Science Daily investigates what makes “the peculiar” so peculiarly easy to remember:
It’s this notion of ‘peculiarity’ that can help us understand what makes lasting memories, according to Per Sederberg, a professor of psychology at The Ohio State University.
“You have to build a memory on the scaffolding of what you already know, but then you have to violate the expectations somewhat. It has to be a little bit weird,” Sederberg said.
Sederberg has spent his career studying memory. In one of his most notable studies, he had college students wear a smartphone around their neck with an app that took random photos for a month.
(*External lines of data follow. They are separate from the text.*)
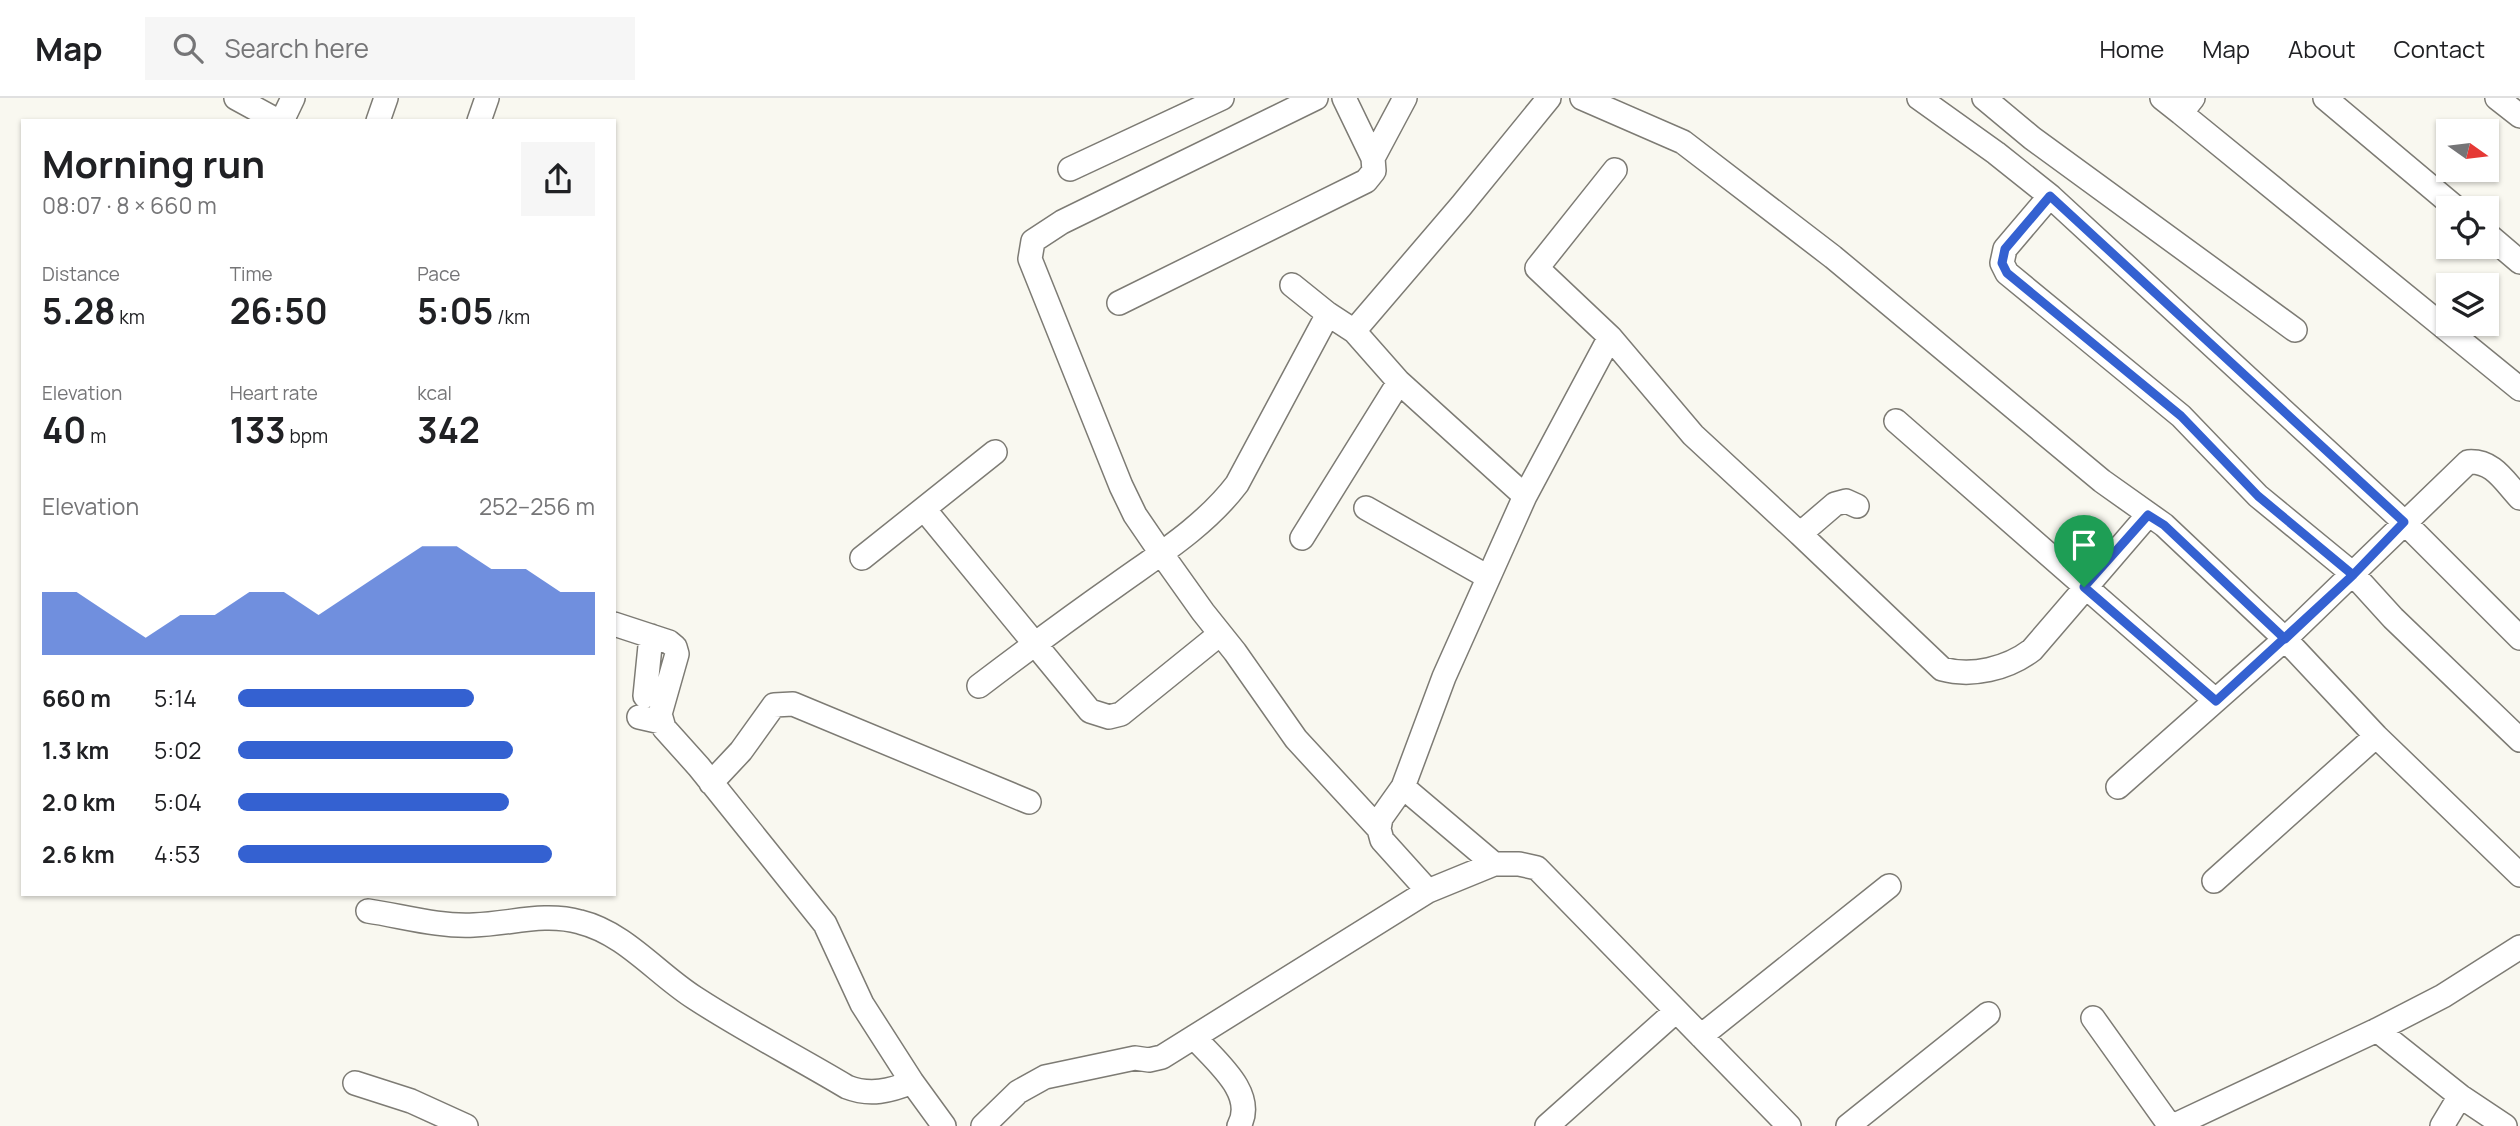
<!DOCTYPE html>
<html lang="en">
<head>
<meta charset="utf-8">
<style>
  body { margin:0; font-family:Manrope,sans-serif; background:#f6f6f6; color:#202124; height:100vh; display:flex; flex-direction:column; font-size:26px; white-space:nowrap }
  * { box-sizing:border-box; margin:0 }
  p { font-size:23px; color:#757577 }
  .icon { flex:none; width:38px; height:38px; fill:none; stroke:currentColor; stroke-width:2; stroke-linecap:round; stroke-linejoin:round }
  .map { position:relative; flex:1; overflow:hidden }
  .panel { position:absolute; left:21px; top:21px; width:595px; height:777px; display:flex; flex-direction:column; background:#fff; border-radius:0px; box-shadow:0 2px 5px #0004 }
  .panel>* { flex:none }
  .needle { width:46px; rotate:104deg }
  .controls { position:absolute; left:2436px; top:21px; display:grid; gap:14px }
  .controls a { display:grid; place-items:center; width:63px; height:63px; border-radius:0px; background:#fff; box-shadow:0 2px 5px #0004; font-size:35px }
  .pin { position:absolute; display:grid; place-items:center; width:60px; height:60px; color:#fff; margin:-72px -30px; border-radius:50% 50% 50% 0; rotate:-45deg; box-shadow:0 0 7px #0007 }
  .pin .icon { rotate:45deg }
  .round { display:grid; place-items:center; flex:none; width:74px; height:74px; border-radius:0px; background:#f6f6f6 }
  .overview { display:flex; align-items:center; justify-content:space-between; height:119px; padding:0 21px }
  h1 { font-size:38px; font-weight:700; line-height:52px }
  .stats { display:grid; grid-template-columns:repeat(3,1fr); gap:10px; height:119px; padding:7px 21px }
  .stats div { display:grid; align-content:center }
  .stats b { font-size:35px; font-weight:700 }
  .stats small { font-size:19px; font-weight:400 }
  .stats p { font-size:19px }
  .chart { height:196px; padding:14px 21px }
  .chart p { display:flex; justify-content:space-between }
  .chart svg { width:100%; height:126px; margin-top:7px; fill:#3461d1; opacity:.7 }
  ul { padding:0 21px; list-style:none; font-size:23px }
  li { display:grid; grid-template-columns:112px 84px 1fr; align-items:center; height:52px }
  li i { height:18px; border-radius:9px; background:#3461d1 }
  header { display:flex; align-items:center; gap:42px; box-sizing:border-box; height:98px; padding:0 35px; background:#fff; border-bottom:2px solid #e0e0e0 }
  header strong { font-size:33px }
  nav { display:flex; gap:38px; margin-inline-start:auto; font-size:24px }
  .search { width:490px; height:63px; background:#f6f6f6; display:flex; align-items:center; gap:18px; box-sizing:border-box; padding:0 24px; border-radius:0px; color:#757577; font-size:26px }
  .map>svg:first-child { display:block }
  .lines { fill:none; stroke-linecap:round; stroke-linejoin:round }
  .minor-casing { stroke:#7d7b74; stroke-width:26 }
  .minor { stroke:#fff; stroke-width:23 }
  .route-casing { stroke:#fff; stroke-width:14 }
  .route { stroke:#3461d1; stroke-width:9 }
</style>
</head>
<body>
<header>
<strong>Map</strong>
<div class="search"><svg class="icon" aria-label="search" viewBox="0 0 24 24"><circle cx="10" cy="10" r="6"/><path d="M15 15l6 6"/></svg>Search here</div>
<nav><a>Home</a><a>Map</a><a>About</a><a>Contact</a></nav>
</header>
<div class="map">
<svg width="2520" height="1028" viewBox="0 0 2520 1028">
  <rect width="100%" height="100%" fill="#f9f8f0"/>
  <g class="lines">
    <g class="minor-casing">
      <path id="minor" d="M236,0L278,23
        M1316,0L1062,124L1033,143L1030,161L1121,388L1135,417L1161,455L1203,514L1235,554L1296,641L1379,731
        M1582,0L1683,44L1833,159L2102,383L2164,427L2285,541L2376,638L2520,777
        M1919,0L1996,55L2050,98L2404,424L2520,540
        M1984,0L2032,40L2295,232
        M2162,0L2181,15
        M2193,0L2181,15L2520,291
        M2325,0L2456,110
        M2497,0L2520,18
        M282,23L293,0
        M378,23L386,0
        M479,23L487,0
        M1373,60L1405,0
        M1070,71L1222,0
        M2050,98L2005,151L2002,165L2007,175L2181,318L2258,398L2353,476L2393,520L2520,642
        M2487,136L2520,164
        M1292,187L1328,216L1354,233L1399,284L1525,398L1444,579L1403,689L1381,720L1379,731L1382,742L1428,793
        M1119,205L1366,83L1374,73L1373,60L1344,0
        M1354,233L1461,108L1549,0
        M1610,239L1693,337L1800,436
        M1896,323L2215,602
        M1525,398L1610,239L1537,170L1615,72
        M1857,408L1846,403L1835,406L1800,436L1942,571C1972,579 2007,571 2032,552L2148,417
        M1366,410L1488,479
        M924,411L1090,613L1109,619L1121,616L1220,536
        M1302,440L1399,284
        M862,460L995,354
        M614,526L669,544L675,549L677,556L660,616L664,630L699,669L825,826L862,906L912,984L944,1028
        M979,588C1025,553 1071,519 1118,486C1160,456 1206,427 1237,386L1328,216
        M645,598L651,538
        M639,619L661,624
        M711,685L741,653L774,607L793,606L1029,704
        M1403,689L1494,766
        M2118,689L2285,541L2468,364C2493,362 2504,383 2520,400
        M2214,783L2376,638
        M368,813C402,818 439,829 474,827C510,826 544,814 580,824C625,835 657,876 695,900C744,932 797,959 847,989C870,998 890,993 912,984
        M2093,920L2170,1028
        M2377,932L2460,998
        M1701,938L1889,788
        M1194,939C1215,963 1257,995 1239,1028
        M355,985L411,1003L466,1028
        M983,1028L1018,994L1045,979L1135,960L1149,962L1162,959L1428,793L1494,766H1519L1537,770L1789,1028
        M1547,1028L1676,913
        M1848,1028L1988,916
        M2173,1028L2377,932L2443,898L2520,849
        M2442,1028L2460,998L2505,1028"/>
    </g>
    <use href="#minor" class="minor"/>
  </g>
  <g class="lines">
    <g class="route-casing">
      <path id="route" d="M2084,489L2148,417L2164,427L2285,541L2353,477L2404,424L2050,98L2005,151L2002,165L2007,175L2181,318L2258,398L2353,477L2216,603L2084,489"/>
    </g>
    <use href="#route" class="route"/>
  </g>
</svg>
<div class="controls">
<a><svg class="needle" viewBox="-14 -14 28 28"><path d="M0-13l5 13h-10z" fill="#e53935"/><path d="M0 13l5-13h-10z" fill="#757577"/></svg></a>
<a><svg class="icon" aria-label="locate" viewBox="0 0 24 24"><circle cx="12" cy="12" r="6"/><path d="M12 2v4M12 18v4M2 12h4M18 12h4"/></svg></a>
<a><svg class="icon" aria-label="layers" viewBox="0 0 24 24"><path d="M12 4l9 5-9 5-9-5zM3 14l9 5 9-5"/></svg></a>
</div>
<div class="pin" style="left:2084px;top:489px;background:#1e9e55"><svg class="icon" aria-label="arrive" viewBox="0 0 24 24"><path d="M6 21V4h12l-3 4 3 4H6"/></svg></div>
<section class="panel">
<div class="overview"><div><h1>Morning run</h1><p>08:07 · 8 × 660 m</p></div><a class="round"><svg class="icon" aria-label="share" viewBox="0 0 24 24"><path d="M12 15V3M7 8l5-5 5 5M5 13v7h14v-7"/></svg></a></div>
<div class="stats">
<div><p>Distance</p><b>5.28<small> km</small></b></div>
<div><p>Time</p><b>26:50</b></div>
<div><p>Pace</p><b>5:05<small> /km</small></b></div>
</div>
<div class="stats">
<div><p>Elevation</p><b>40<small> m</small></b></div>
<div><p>Heart rate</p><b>133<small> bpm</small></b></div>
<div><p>kcal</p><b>342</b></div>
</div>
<div class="chart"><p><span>Elevation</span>252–256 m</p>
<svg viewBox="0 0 160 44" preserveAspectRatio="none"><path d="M0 44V22L10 22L20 30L30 38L40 30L50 30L60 22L70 22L80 30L90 22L100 14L110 6L120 6L130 14L140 14L150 22L160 22V44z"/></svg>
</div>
<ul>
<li><b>660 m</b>5:14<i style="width:66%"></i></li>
<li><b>1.3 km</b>5:02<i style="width:77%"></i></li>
<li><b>2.0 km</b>5:04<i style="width:76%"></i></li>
<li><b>2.6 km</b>4:53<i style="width:88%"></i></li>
</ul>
</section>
</div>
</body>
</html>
Later, the participants relived memories related to those photos in an fMRI scanner so that Sederberg and his colleagues could see where and how the brain stored the time and place of those memories.
A memory of a lifetime is like a big city, with many roads that lead there. We forget memories that are desert towns, with only one road in. “You want to have a lot of different ways to get to any individual memory,” Sederberg said.
The difficulty is how to best navigate the push and pull between novelty and familiarity. Novelty tells us what is important to remember. On the other hand, familiarity tells us what we can ignore, but helps us retrieve information later, Sederberg said.
Too much novelty, and you have no way to place it in your cognitive map, but too much familiarity and the information is similarly lost.
The most memorable experiences are those that arise in a familiar and stable context, yet violate some aspect of what we predict would occur in that context, he said.